The 10-year lifespans of modern vehicles has always presented a problem for manufacturers but if the electronic infrastructure is upgradeable (and the applications therein) the life of the car could be extended whilst still seeming ‘modern’ to the end user. And of course, downloadable apps presents a new revenue stream to the car industry, one that is both unique and ongoing.
‘You no longer have to wait for a model update,” Papadomanolakis says.
Earlier this week, Toyota announced a deal with Microsoft to build a global computer network that would provide Toyota drivers with in-car information, navigation and applications using a cloud computing system that will be accessible around the world.

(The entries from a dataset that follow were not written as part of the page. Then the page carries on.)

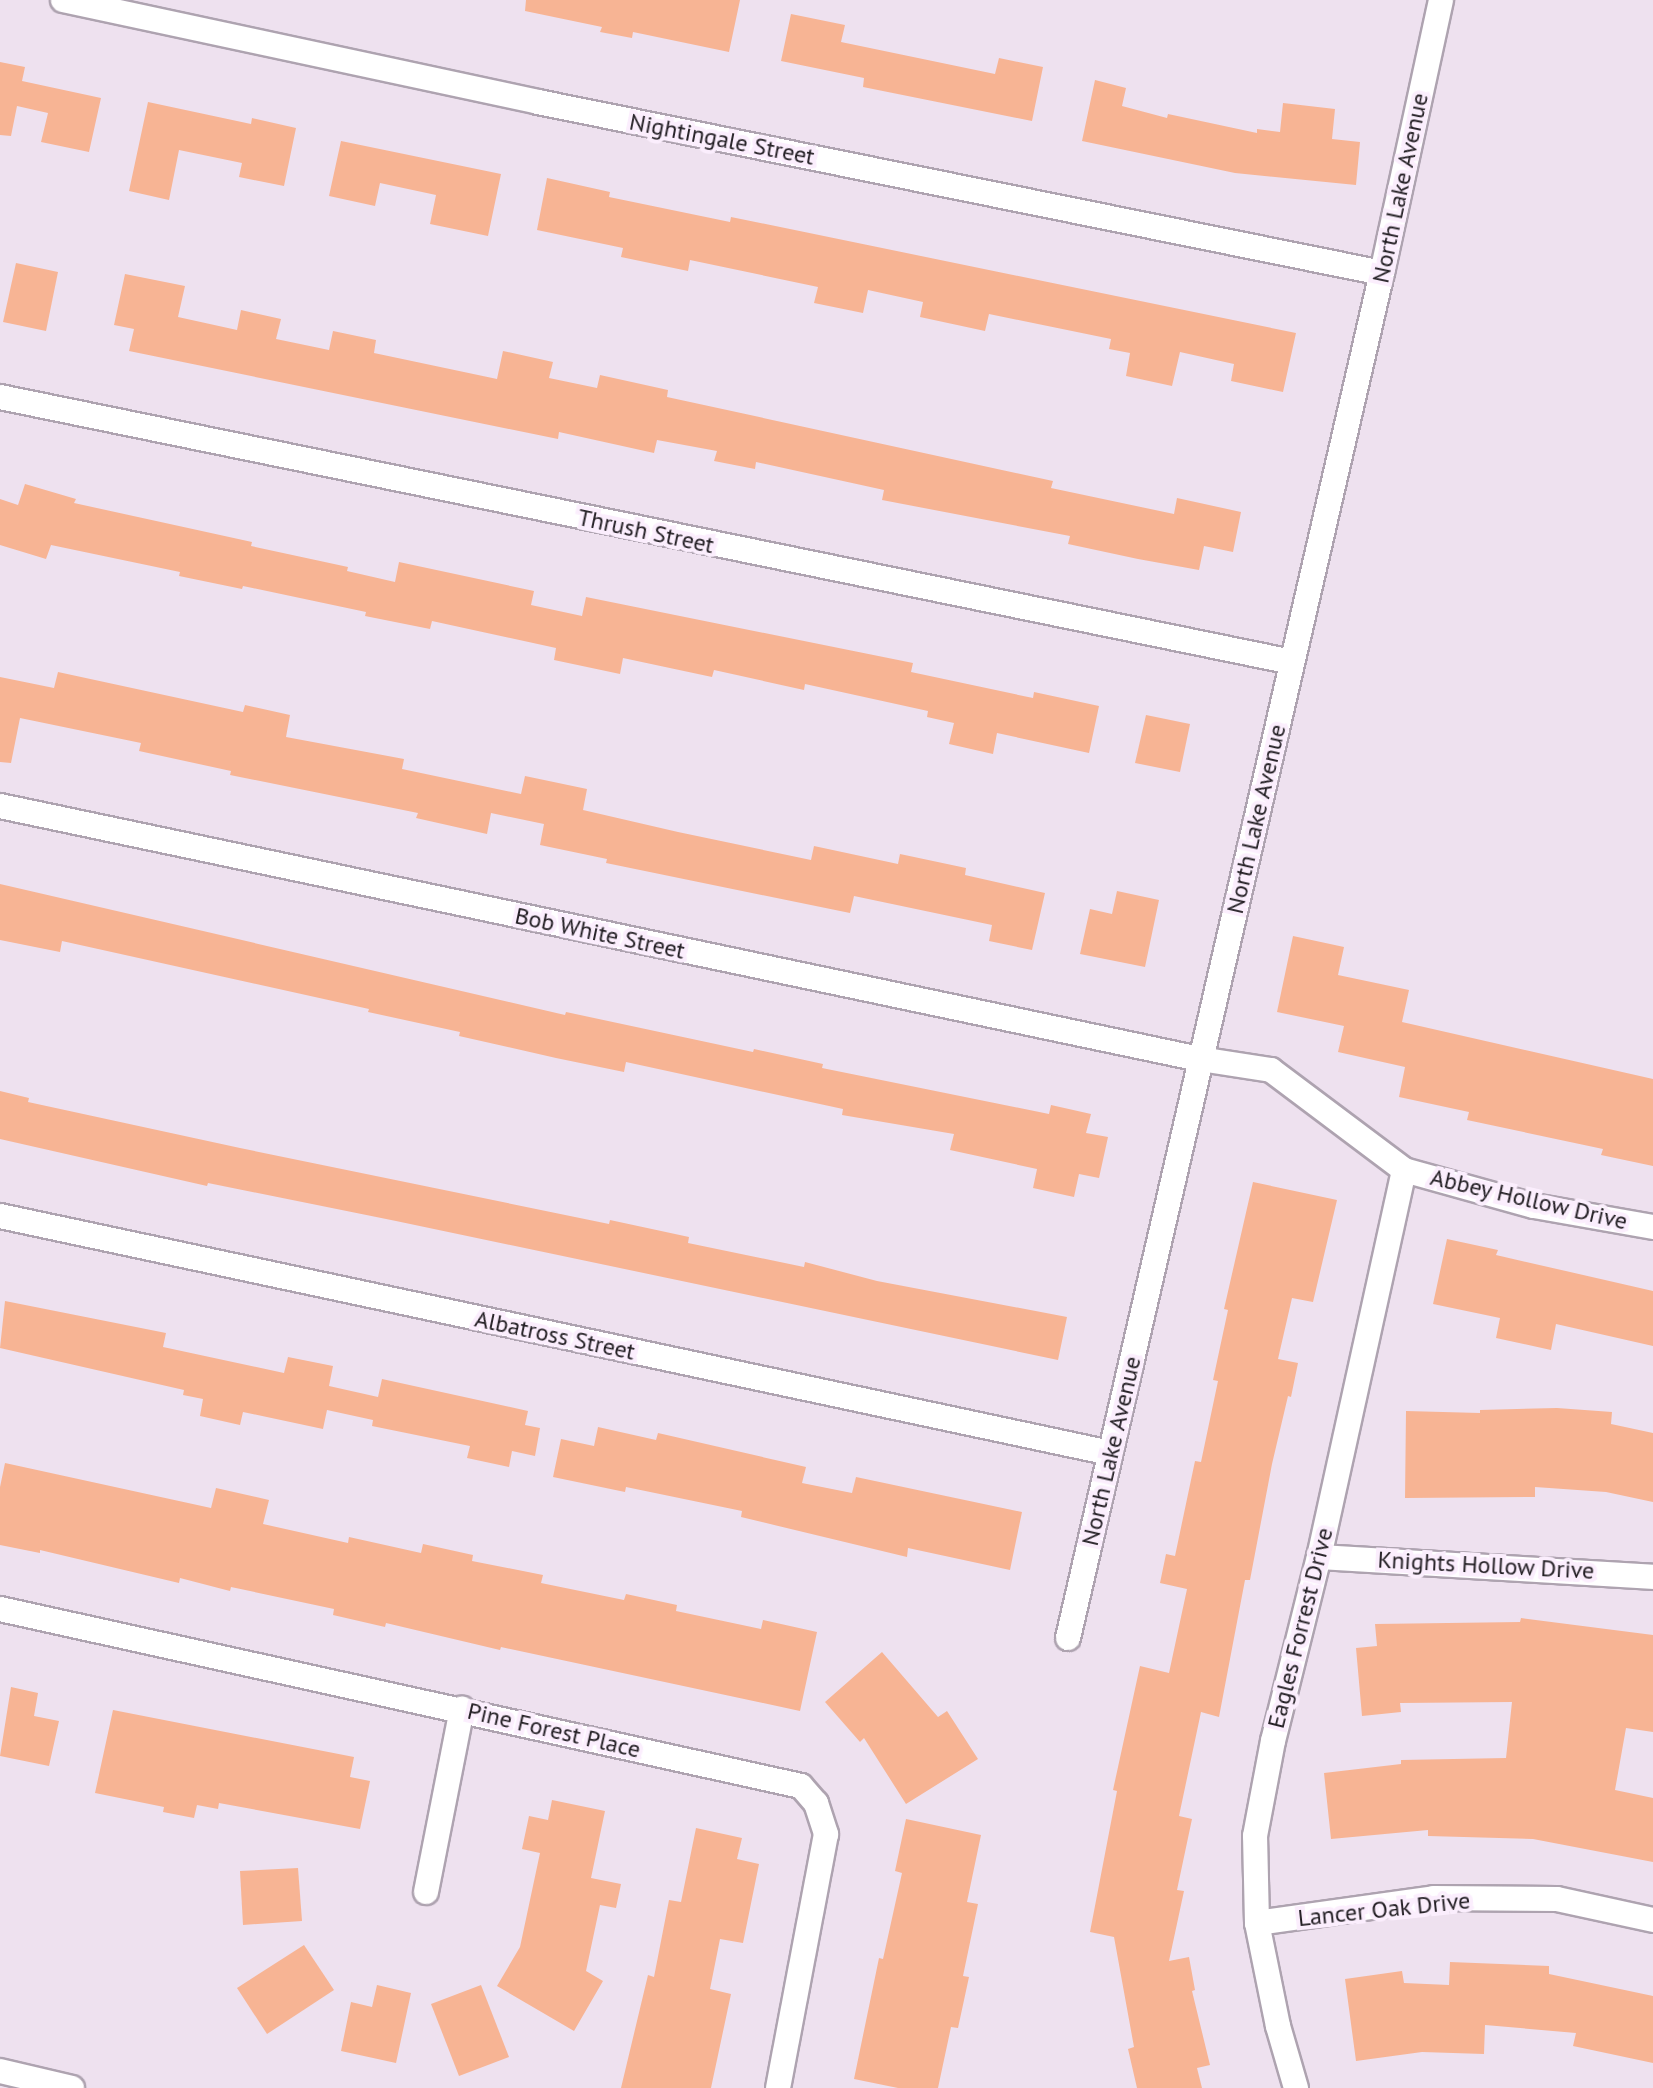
<!DOCTYPE html>
<style>
body{margin:0}
#map{position:relative;width:1653px;height:2088px;overflow:hidden;background:#eee1ef;font-family:"PT Sans",sans-serif}
div>[style]{position:absolute}
.building>*{inset:0;background:#f7b494}
.roads{filter:drop-shadow(2px 0 #aea3b0) drop-shadow(-2px 0 #aea3b0) drop-shadow(0 2px #aea3b0) drop-shadow(0 -2px #aea3b0)}
.street>*{height:24px;margin:-12px;padding:0 12px;transform-origin:12px;border-radius:12px;background:#fff}
span{translate:-50% -50%;white-space:nowrap;text-align:center;line-height:1.15;-webkit-text-stroke:8px #fbeefd;paint-order:stroke}
.street-label{font-size:24px;color:#211d22}
</style>
<div id="map">
<div class="building">
<i style="clip-path:polygon(526px 0,740px 0,729px 52px,633px 32px,632px 38px,600px 32px,602px 27px,525px 11px)"></i>
<i style="clip-path:polygon(791px 14px,845px 25px,841px 42px,995px 74px,999px 58px,1043px 67px,1032px 121px,863px 87px,864px 78px,781px 61px)"></i>
<i style="clip-path:polygon(0 62px,25px 67px,22px 81px,101px 98px,89px 152px,41px 142px,48px 113px,17px 106px,11px 136px,0 135px)"></i>
<i style="clip-path:polygon(1095px 80px,1126px 88px,1122px 106px,1167px 118px,1168px 114px,1257px 133px,1257px 129px,1280px 132px,1283px 103px,1335px 109px,1332px 139px,1360px 142px,1356px 185px,1235px 173px,1082px 141px)"></i>
<i style="clip-path:polygon(148px 102px,251px 124px,252px 118px,296px 128px,284px 186px,239px 177px,242px 163px,179px 150px,169px 200px,129px 191px)"></i>
<i style="clip-path:polygon(341px 141px,501px 174px,488px 236px,430px 224px,436px 195px,380px 183px,375px 206px,329px 196px)"></i>
<i style="clip-path:polygon(547px 178px,610px 192px,609px 197px,730px 222px,731px 217px,1296px 333px,1283px 392px,1231px 381px,1234px 364px,1180px 352px,1172px 386px,1126px 376px,1130px 353px,1109px 349px,1111px 339px,989px 314px,985px 331px,920px 317px,923px 302px,868px 290px,863px 313px,814px 303px,818px 287px,690px 260px,688px 271px,621px 257px,623px 248px,537px 230px)"></i>
<i style="clip-path:polygon(16px 263px,58px 272px,46px 331px,3px 322px)"></i>
<i style="clip-path:polygon(125px 274px,185px 286px,178px 317px,237px 330px,241px 310px,281px 319px,276px 339px,329px 350px,333px 331px,376px 340px,374px 353px,497px 379px,503px 351px,553px 362px,549px 378px,597px 388px,600px 375px,668px 390px,667px 397px,1053px 481px,1051px 488px,1174px 514px,1177px 498px,1241px 512px,1233px 552px,1204px 546px,1199px 570px,1138px 559px,1068px 544px,1070px 536px,882px 500px,884px 490px,756px 462px,755px 469px,714px 461px,717px 451px,657px 440px,654px 453px,559px 432px,558px 439px,129px 351px,134px 329px,114px 325px)"></i>
<i style="clip-path:polygon(25px 484px,76px 499px,74px 503px,252px 542px,251px 546px,348px 567px,347px 571px,395px 582px,399px 562px,534px 591px,531px 605px,582px 616px,586px 597px,913px 663px,911px 672px,1033px 698px,1034px 692px,1099px 706px,1089px 753px,997px 733px,993px 754px,949px 744px,954px 723px,927px 717px,928px 711px,805px 684px,804px 690px,714px 670px,712px 677px,623px 658px,620px 674px,554px 660px,556px 648px,432px 621px,430px 629px,365px 616px,366px 612px,243px 586px,242px 589px,179px 576px,180px 572px,51px 545px,46px 559px,0 545px,0 499px,18px 505px)"></i>
<i style="clip-path:polygon(58px 672px,243px 712px,245px 705px,290px 715px,286px 737px,404px 759px,402px 769px,521px 794px,525px 776px,587px 789px,583px 810px,678px 832px,811px 860px,814px 846px,898px 864px,900px 854px,966px 868px,965px 875px,1045px 893px,1032px 950px,989px 941px,992px 925px,854px 896px,850px 913px,606px 863px,607px 859px,540px 845px,544px 824px,491px 813px,487px 834px,416px 818px,418px 813px,230px 775px,231px 771px,139px 751px,141px 743px,20px 718px,11px 763px,0 762px,0 677px,54px 688px)"></i>
<i style="clip-path:polygon(1146px 715px,1190px 724px,1180px 772px,1135px 763px)"></i>
<i style="clip-path:polygon(0 884px,565px 1015px,566px 1012px,753px 1052px,754px 1049px,823px 1064px,822px 1068px,1049px 1114px,1051px 1105px,1091px 1114px,1086px 1133px,1108px 1137px,1099px 1178px,1079px 1174px,1074px 1197px,1033px 1188px,1037px 1169px,950px 1150px,954px 1134px,842px 1115px,843px 1109px,626px 1062px,624px 1072px,556px 1058px,459px 1036px,460px 1032px,368px 1012px,369px 1009px,62px 941px,60px 952px,0 940px)"></i>
<i style="clip-path:polygon(1117px 891px,1159px 900px,1145px 967px,1080px 954px,1090px 909px,1112px 914px)"></i>
<i style="clip-path:polygon(1293px 936px,1344px 947px,1338px 975px,1409px 990px,1402px 1022px,1653px 1079px,1653px 1166px,1601px 1155px,1603px 1149px,1467px 1120px,1469px 1112px,1399px 1097px,1405px 1067px,1338px 1052px,1344px 1026px,1277px 1012px)"></i>
<i style="clip-path:polygon(0 1091px,29px 1098px,28px 1102px,240px 1148px,609px 1224px,610px 1220px,689px 1237px,688px 1243px,804px 1267px,805px 1262px,877px 1281px,1067px 1317px,1058px 1360px,396px 1221px,208px 1183px,207px 1186px,0 1139px)"></i>
<i style="clip-path:polygon(1253px 1182px,1337px 1200px,1313px 1302px,1292px 1298px,1278px 1359px,1298px 1363px,1291px 1397px,1288px 1396px,1272px 1464px,1250px 1580px,1245px 1580px,1219px 1717px,1201px 1712px,1179px 1816px,1192px 1819px,1177px 1890px,1184px 1891px,1169px 1961px,1189px 1957px,1195px 1990px,1192px 1991px,1210px 2065px,1197px 2068px,1202px 2088px,1137px 2088px,1128px 2049px,1134px 2047px,1114px 1937px,1090px 1932px,1117px 1791px,1113px 1790px,1140px 1666px,1169px 1673px,1187px 1589px,1160px 1583px,1166px 1554px,1175px 1556px,1195px 1461px,1201px 1462px,1218px 1381px,1213px 1380px,1228px 1310px,1224px 1309px)"></i>
<i style="clip-path:polygon(1447px 1239px,1498px 1250px,1496px 1255px,1653px 1291px,1653px 1346px,1556px 1324px,1551px 1350px,1496px 1338px,1500px 1318px,1433px 1304px)"></i>
<i style="clip-path:polygon(5px 1301px,166px 1333px,163px 1347px,284px 1373px,288px 1357px,333px 1366px,329px 1386px,378px 1397px,382px 1379px,528px 1411px,525px 1425px,540px 1428px,535px 1456px,512px 1451px,509px 1467px,467px 1458px,470px 1446px,372px 1426px,373px 1420px,327px 1410px,323px 1429px,243px 1412px,240px 1425px,200px 1416px,203px 1399px,183px 1395px,184px 1390px,0 1348px)"></i>
<i style="clip-path:polygon(1557px 1408px,1612px 1412px,1611px 1424px,1653px 1433px,1653px 1502px,1606px 1492px,1535px 1487px,1535px 1497px,1405px 1498px,1406px 1411px,1480px 1413px,1480px 1410px)"></i>
<i style="clip-path:polygon(598px 1427px,656px 1440px,658px 1433px,806px 1467px,802px 1483px,852px 1493px,856px 1477px,1022px 1512px,1010px 1570px,908px 1548px,907px 1557px,741px 1517px,742px 1511px,626px 1487px,625px 1492px,553px 1477px,561px 1439px,594px 1446px)"></i>
<i style="clip-path:polygon(5px 1463px,211px 1508px,216px 1488px,269px 1500px,263px 1524px,348px 1543px,349px 1537px,421px 1553px,423px 1544px,473px 1555px,472px 1561px,543px 1575px,541px 1583px,624px 1600px,626px 1594px,677px 1605px,676px 1611px,761px 1629px,763px 1620px,817px 1632px,800px 1711px,501px 1647px,500px 1650px,386px 1623px,385px 1627px,333px 1615px,334px 1609px,231px 1587px,230px 1591px,180px 1578px,179px 1583px,40px 1550px,40px 1553px,0 1545px,0 1487px)"></i>
<i style="clip-path:polygon(1521px 1618px,1653px 1635px,1653px 1732px,1626px 1728px,1615px 1790px,1653px 1798px,1653px 1862px,1533px 1839px,1428px 1836px,1428px 1830px,1331px 1839px,1324px 1773px,1401px 1764px,1401px 1760px,1506px 1758px,1512px 1702px,1400px 1703px,1401px 1712px,1362px 1716px,1356px 1648px,1377px 1646px,1375px 1624px,1520px 1622px)"></i>
<i style="clip-path:polygon(882px 1652px,938px 1717px,947px 1711px,978px 1759px,906px 1804px,864px 1738px,860px 1742px,825px 1702px)"></i>
<i style="clip-path:polygon(11px 1687px,38px 1693px,34px 1716px,59px 1721px,49px 1766px,0 1756px)"></i>
<i style="clip-path:polygon(113px 1710px,354px 1757px,350px 1777px,370px 1781px,360px 1829px,219px 1803px,218px 1809px,197px 1805px,194px 1818px,163px 1812px,164px 1807px,95px 1793px)"></i>
<i style="clip-path:polygon(552px 1800px,605px 1811px,591px 1878px,621px 1884px,616px 1908px,600px 1905px,586px 1971px,603px 1981px,574px 2031px,497px 1986px,520px 1947px,540px 1853px,522px 1849px,529px 1816px,548px 1820px)"></i>
<i style="clip-path:polygon(906px 1819px,981px 1835px,967px 1902px,978px 1904px,963px 1976px,969px 1977px,958px 2028px,951px 2027px,938px 2088px,898px 2088px,854px 2079px,879px 1958px,883px 1959px,902px 1873px,895px 1871px)"></i>
<i style="clip-path:polygon(696px 1828px,742px 1838px,737px 1859px,759px 1864px,743px 1943px,720px 1939px,710px 1989px,731px 1994px,711px 2088px,621px 2088px,648px 1975px,654px 1977px,669px 1900px,681px 1902px)"></i>
<i style="clip-path:polygon(298px 1868px,302px 1921px,243px 1925px,240px 1871px)"></i>
<i style="clip-path:polygon(304px 1945px,334px 1990px,267px 2034px,237px 1988px)"></i>
<i style="clip-path:polygon(1450px 1962px,1549px 1966px,1549px 1974px,1653px 1996px,1653px 2063px,1573px 2046px,1576px 2033px,1485px 2025px,1484px 2054px,1422px 2052px,1356px 2061px,1345px 1979px,1402px 1971px,1404px 1983px,1449px 1985px)"></i>
<i style="clip-path:polygon(377px 1985px,411px 1993px,396px 2063px,341px 2051px,351px 2002px,372px 2007px)"></i>
<i style="clip-path:polygon(481px 1985px,509px 2057px,459px 2076px,431px 2004px)"></i>
</div>
<div class="roads">
<div class="street">
<i style="left:63px;top:0;width:486px;rotate:12.1deg"></i>
<i style="left:538px;top:102px;width:861px;rotate:11.45deg"></i>
<i style="left:0;top:397px;width:1319px;rotate:11.59deg"></i>
<i style="left:0;top:806px;width:1226px;rotate:11.91deg"></i>
<i style="left:1200px;top:1059px;width:72px;rotate:8.8deg"></i>
<i style="left:1271px;top:1070px;width:166px;rotate:36.9deg"></i>
<i style="left:1404px;top:1170px;width:135px;rotate:15.5deg"></i>
<i style="left:1534px;top:1206px;width:121px;rotate:10deg"></i>
<i style="left:0;top:1216px;width:1135px;rotate:12.05deg"></i>
<i style="left:1319px;top:1557px;width:335px;rotate:3.4deg"></i>
<i style="left:0;top:1609px;width:820px;rotate:12.46deg"></i>
<i style="left:801px;top:1786px;width:23px;rotate:49deg"></i>
<i style="left:816px;top:1803px;width:33px;rotate:72deg"></i>
<i style="left:826px;top:1834px;width:258px;rotate:100.7deg"></i>
<i style="left:1068px;top:1638px;width:1401px;rotate:-77.05deg"></i>
<i style="left:1382px;top:273px;width:279px;rotate:-77.8deg"></i>
<i style="left:426px;top:1892px;width:187px;rotate:-78.9deg"></i>
<i style="left:1257px;top:1923px;width:179px;rotate:-8deg"></i>
<i style="left:1434px;top:1898px;width:123px;rotate:0.5deg"></i>
<i style="left:1557px;top:1899px;width:98px;rotate:12.3deg"></i>
<i style="left:0;top:2071px;width:74px;rotate:13.3deg"></i>
<i style="left:1296px;top:2088px;width:65px;rotate:-106.2deg"></i>
<i style="left:1278px;top:2026px;width:105px;rotate:-101.5deg"></i>
<i style="left:1257px;top:1923px;width:87px;rotate:-91.3deg"></i>
<i style="left:1255px;top:1836px;width:97px;rotate:-79.3deg"></i>
<i style="left:1273px;top:1741px;width:190px;rotate:-76deg"></i>
<i style="left:1319px;top:1557px;width:396px;rotate:-77.6deg"></i>
</div>
</div>
<div class="street-label">
<span style="left:722px;top:139px;rotate:11deg">Nightingale Street</span>
<span style="left:1400px;top:188px;rotate:-78deg">North Lake Avenue</span>
<span style="left:646px;top:531px;rotate:12deg">Thrush Street</span>
<span style="left:1256px;top:819px;rotate:-77deg">North Lake Avenue</span>
<span style="left:600px;top:933px;rotate:12deg">Bob White Street</span>
<span style="left:1529px;top:1199px;rotate:13deg">Abbey Hollow Drive</span>
<span style="left:555px;top:1335px;rotate:12deg">Albatross Street</span>
<span style="left:1111px;top:1451px;rotate:-77deg">North Lake Avenue</span>
<span style="left:1486px;top:1565px;rotate:3deg">Knights Hollow Drive</span>
<span style="left:1300px;top:1628px;rotate:-76deg">Eagles Forrest Drive</span>
<span style="left:554px;top:1730px;rotate:13deg">Pine Forest Place</span>
<span style="left:1384px;top:1909px;rotate:-6deg">Lancer Oak Drive</span>
</div>
</div>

“’Together, utilising Windows Azure and Microsoft’s vast information infrastructure, we will boost the value of automobiles by making them information terminals, moving beyond today’s GPS navigation and wireless safety communications, while at the same time enhancing driver and traffic safety,” said Toyota president Akio Toyoda.
The futuristic Mercedes-Benz Concept-A Class includes an advanced 3D colour screen that communicates with a smartphone, which means that ”all the applications, services and features of a digital lifestyle can therefore be operated” via the car’s controls.
Access to these applications is expected to work in a similar capacity to sat navs, with voice recognition probable for interaction with Twitter or Facebook, so you might want to switch it off during morning rush hour.
Of greater concern for developers is ensuring that this new functionality doesn’t lead to the car’s electronics system glitching, freezing or rebooting under the additional – and some might argue unnecessary – strain. And some might also say that with Windows under the hood at Toyota, that’s a distinct possibility, certainly for those driving their cars during the
kamikaze beta testing stage of the software. Brings a new whole new level to the harsh reality of “crashing constantly”.